Early Life and Education
Grove was born András István Gróf, to a middle-class Jewish family in Budapest, Hungary. Growing up, he was known to friends as "Andris". At the age of four he contracted scarlet fever, which was nearly fatal and caused partial hearing loss. When he was eight, the Nazis occupied Hungary and deported nearly 500,000 Jews to concentration camps. He and his mother took on false identities and were sheltered by friends. His father was taken to an Eastern Labor Camp to do forced labor, but was reunited with his family after the war. During the Hungarian Revolution of 1956, when he was 20, he left his home and family and escaped across the border into Austria, where he eventually made his way to the United States in 1957. There, he changed his name to Andrew S. Grove. To this day, he speaks English with a Hungarian accent.

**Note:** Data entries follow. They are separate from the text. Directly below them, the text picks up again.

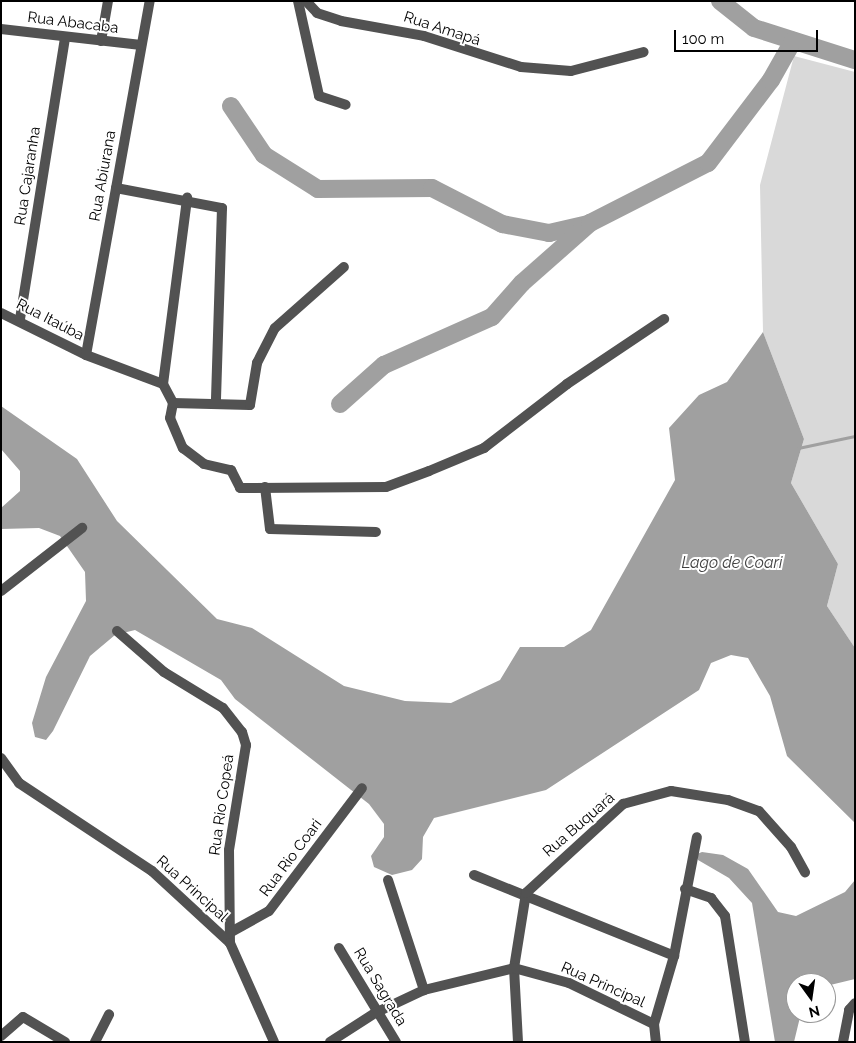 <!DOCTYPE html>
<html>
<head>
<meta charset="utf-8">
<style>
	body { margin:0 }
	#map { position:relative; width:856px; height:1043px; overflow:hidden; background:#fff; font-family:Raleway,sans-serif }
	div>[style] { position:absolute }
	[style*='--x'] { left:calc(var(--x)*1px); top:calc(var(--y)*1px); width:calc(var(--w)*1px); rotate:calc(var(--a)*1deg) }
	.green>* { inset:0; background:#d9d9d9 }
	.water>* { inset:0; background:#a0a0a0 }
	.stream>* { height:3px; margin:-1.5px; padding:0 1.5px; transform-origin:1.5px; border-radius:1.5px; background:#a0a0a0 }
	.river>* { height:18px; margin:-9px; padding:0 9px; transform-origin:9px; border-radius:9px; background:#a0a0a0 }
	.minor>* { height:10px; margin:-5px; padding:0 5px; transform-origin:5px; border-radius:5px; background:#525252 }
	.tertiary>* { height:10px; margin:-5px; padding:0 5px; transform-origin:5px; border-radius:5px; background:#525252 }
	span { translate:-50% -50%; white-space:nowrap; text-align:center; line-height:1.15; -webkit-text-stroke:4px #fff; paint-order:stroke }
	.street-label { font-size:15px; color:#000 }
	.water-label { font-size:16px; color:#414141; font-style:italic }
	.frame { position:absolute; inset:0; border:2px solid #000; pointer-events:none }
	.north { position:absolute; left:786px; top:973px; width:50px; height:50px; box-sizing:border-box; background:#fff; border:1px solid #999; border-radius:50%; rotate:166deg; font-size:14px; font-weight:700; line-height:20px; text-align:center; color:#000 }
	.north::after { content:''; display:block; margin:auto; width:18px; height:22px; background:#000; clip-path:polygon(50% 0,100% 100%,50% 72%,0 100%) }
	.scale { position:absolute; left:674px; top:30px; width:144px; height:22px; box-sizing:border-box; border:2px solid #000; border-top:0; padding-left:6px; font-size:15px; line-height:18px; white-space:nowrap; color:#000; -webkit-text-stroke:4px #fff; paint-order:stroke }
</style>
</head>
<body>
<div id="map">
	<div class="green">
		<div style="clip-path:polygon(794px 56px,855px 72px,855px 648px,827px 606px,838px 564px,791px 483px,804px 439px,763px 332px,760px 185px)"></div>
	</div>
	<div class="water">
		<div style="clip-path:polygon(763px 332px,804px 439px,791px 483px,838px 564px,827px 606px,855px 648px,855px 823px,787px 756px,770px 696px,748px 658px,731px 655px,711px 663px,699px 690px,546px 790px,434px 818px,423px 837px,422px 859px,412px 870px,392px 875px,374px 867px,371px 856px,384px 837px,384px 824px,369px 804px,235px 699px,221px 680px,135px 630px,115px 635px,90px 656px,53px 731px,46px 740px,35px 737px,32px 723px,46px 677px,86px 601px,85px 572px,60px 536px,39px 528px,1px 529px,1px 508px,20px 491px,20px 471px,1px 449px,1px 406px,77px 459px,117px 521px,217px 619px,252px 628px,344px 686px,405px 701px,451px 703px,500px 680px,520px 647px,564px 647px,591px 630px,675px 480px,669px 428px,699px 395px,727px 382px)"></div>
		<div style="clip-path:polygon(702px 852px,723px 855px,748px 869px,778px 912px,796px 916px,845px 892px,855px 880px,855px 979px,826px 986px,796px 983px,796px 1013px,801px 1013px,794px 1042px,775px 1042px,752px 903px,729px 878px,698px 860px,697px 854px)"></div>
	</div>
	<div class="stream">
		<div style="--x:798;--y:448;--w:58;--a:-11.9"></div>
	</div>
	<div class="river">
		<div style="--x:720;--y:1;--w:43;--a:38.5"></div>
		<div style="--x:754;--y:28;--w:106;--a:17.6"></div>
		<div style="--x:231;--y:106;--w:59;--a:56"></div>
		<div style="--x:264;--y:155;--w:64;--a:32.2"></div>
		<div style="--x:318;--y:189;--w:114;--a:-0.5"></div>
		<div style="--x:432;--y:188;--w:79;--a:27.2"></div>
		<div style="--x:502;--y:224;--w:48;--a:10.8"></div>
		<div style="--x:549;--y:233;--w:39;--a:-13"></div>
		<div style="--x:340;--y:404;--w:59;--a:-41.6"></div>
		<div style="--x:384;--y:365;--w:118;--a:-24"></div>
		<div style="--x:492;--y:317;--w:45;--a:-48.6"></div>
		<div style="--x:522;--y:283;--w:91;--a:-41.4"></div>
		<div style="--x:590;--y:223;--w:132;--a:-27"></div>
		<div style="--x:708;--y:163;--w:104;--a:-52.8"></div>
		<div style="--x:771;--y:80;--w:45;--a:-60.6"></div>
	</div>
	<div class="minor">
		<div style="--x:298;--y:1;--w:97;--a:77.5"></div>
		<div style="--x:319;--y:96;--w:28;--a:18"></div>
		<div style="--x:306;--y:1;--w:16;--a:47"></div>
		<div style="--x:317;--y:13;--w:25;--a:18"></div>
		<div style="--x:341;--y:21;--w:84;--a:10.2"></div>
		<div style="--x:424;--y:36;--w:102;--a:17.7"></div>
		<div style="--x:521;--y:67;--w:50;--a:4.6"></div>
		<div style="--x:571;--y:71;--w:75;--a:-14.6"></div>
		<div style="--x:101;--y:41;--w:41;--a:-80.1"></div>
		<div style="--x:116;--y:188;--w:108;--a:10.7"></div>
		<div style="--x:222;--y:208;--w:193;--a:91.8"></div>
		<div style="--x:1;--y:313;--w:95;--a:26.3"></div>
		<div style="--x:86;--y:355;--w:82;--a:20.6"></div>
		<div style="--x:163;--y:384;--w:21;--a:62"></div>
		<div style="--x:173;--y:403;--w:15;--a:101"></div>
		<div style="--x:170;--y:418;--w:33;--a:67"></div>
		<div style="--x:183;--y:448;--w:26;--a:37"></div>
		<div style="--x:204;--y:464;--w:28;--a:13"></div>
		<div style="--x:231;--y:470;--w:20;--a:63"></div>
		<div style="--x:240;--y:488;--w:146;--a:-0.4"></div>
		<div style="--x:386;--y:487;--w:46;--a:-20.4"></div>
		<div style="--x:429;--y:471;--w:60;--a:-22.7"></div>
		<div style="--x:484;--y:448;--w:105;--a:-37.6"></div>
		<div style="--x:567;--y:384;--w:117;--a:-33.8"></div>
		<div style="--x:20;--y:319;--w:285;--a:-80.9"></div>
		<div style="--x:86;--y:355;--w:360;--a:-79.8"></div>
		<div style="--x:163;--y:384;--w:188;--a:-82.6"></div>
		<div style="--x:173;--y:403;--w:77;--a:1.5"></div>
		<div style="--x:250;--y:405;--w:43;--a:-80.5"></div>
		<div style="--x:257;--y:363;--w:39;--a:-63"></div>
		<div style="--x:275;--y:328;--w:92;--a:-41.5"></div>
		<div style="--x:265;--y:487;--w:42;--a:83.2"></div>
		<div style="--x:270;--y:529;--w:106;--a:1.6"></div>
		<div style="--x:1;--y:591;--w:103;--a:-37.9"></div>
		<div style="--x:117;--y:631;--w:62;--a:41.1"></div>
		<div style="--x:164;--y:672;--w:69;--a:31.4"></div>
		<div style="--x:223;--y:708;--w:31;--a:52"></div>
		<div style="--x:242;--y:732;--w:14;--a:73"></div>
		<div style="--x:246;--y:745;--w:106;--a:99.2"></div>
		<div style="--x:229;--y:850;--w:93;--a:89.4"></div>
		<div style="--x:474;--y:875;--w:216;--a:22"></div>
		<div style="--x:388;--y:880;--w:116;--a:71.9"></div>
		<div style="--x:685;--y:889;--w:28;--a:19"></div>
		<div style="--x:711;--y:898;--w:23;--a:52"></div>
		<div style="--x:725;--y:916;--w:128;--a:81"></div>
		<div style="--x:231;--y:932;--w:43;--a:-28.9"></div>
		<div style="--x:269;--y:911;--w:154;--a:-52.9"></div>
		<div style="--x:339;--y:948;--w:110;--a:58.8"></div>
		<div style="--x:654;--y:1024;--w:71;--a:-73.6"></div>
		<div style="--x:674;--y:956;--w:121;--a:-79.1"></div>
		<div style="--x:1;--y:1036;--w:29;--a:-41"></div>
		<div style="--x:23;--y:1017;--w:49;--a:30.8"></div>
		<div style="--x:95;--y:1042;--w:31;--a:-63"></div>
		<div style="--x:518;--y:1042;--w:74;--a:-93.1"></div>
		<div style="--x:514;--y:968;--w:76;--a:-80.9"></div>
		<div style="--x:526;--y:893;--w:132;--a:-42.5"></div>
		<div style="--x:623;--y:804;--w:50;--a:-15.2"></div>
		<div style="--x:671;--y:791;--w:58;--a:9"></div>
		<div style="--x:728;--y:800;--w:33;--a:20"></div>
		<div style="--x:759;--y:811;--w:48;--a:48.4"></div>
		<div style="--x:791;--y:847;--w:29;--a:61"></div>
		<div style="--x:843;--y:1042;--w:33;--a:-79"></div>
		<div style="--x:849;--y:1010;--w:9;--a:-49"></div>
	</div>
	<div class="tertiary">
		<div style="--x:1;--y:29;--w:141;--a:6.5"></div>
		<div style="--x:1;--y:758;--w:31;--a:54"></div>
		<div style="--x:19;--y:783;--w:159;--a:33.5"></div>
		<div style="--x:152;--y:871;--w:106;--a:42.7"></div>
		<div style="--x:230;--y:943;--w:108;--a:66"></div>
		<div style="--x:330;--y:1042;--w:54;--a:-32.8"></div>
		<div style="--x:375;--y:1013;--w:54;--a:-25.1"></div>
		<div style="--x:424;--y:990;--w:93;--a:-13.7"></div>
		<div style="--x:514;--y:968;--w:57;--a:15.3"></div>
		<div style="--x:569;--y:983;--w:94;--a:25.8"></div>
		<div style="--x:654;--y:1024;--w:18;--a:84"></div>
	</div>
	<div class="street-label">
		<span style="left:73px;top:23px;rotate:7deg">Rua Abacaba</span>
		<span style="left:442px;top:29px;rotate:18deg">Rua Amapá</span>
		<span style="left:28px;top:176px;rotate:-81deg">Rua Cajaranha</span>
		<span style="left:103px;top:176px;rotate:-80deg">Rua Abiurana</span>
		<span style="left:50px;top:320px;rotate:27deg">Rua Itaúba</span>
		<span style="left:222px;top:805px;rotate:-82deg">Rua Rio Copeá</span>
		<span style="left:579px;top:825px;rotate:-41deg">Rua Buquará</span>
		<span style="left:291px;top:858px;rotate:-53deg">Rua Rio Coari</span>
		<span style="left:192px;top:889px;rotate:42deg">Rua Principal</span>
		<span style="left:603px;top:985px;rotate:24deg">Rua Principal</span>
		<span style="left:380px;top:987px;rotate:59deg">Rua Sagrada</span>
	</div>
	<div class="water-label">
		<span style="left:732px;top:563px">Lago de Coari</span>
	</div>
	<div class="frame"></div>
	<div class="north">N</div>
	<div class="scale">100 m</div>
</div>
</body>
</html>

Grove summarizes his first twenty years of life in Hungary in his memoirs:
By the time I was twenty, I had lived through a Hungarian Fascist dictatorship, German military occupation, the Nazis' "Final Solution," the siege of Budapest by the Soviet Red Army, a period of chaotic democracy in the years immediately after the war, a variety of repressive Communist regimes, and a popular uprising that was put down at gunpoint. . . many young people were killed; countless others were interned. Some two hundred thousand Hungarians escaped to the West. I was one of them.Arriving in the United States in 1957, with little money, Grove retained a "passion for learning." He earned a bachelor's degree in chemical engineering from the City College of New York in 1960, and earned a Ph.D. in chemical engineering from the University of California, Berkeley in 1963.
Soon after arriving in New York in 1957, he met his future wife, Eva, who was a fellow refugee. They met while he held a job as a busboy and she was a waitress. They married in June 1958 and have been married since, having two daughters.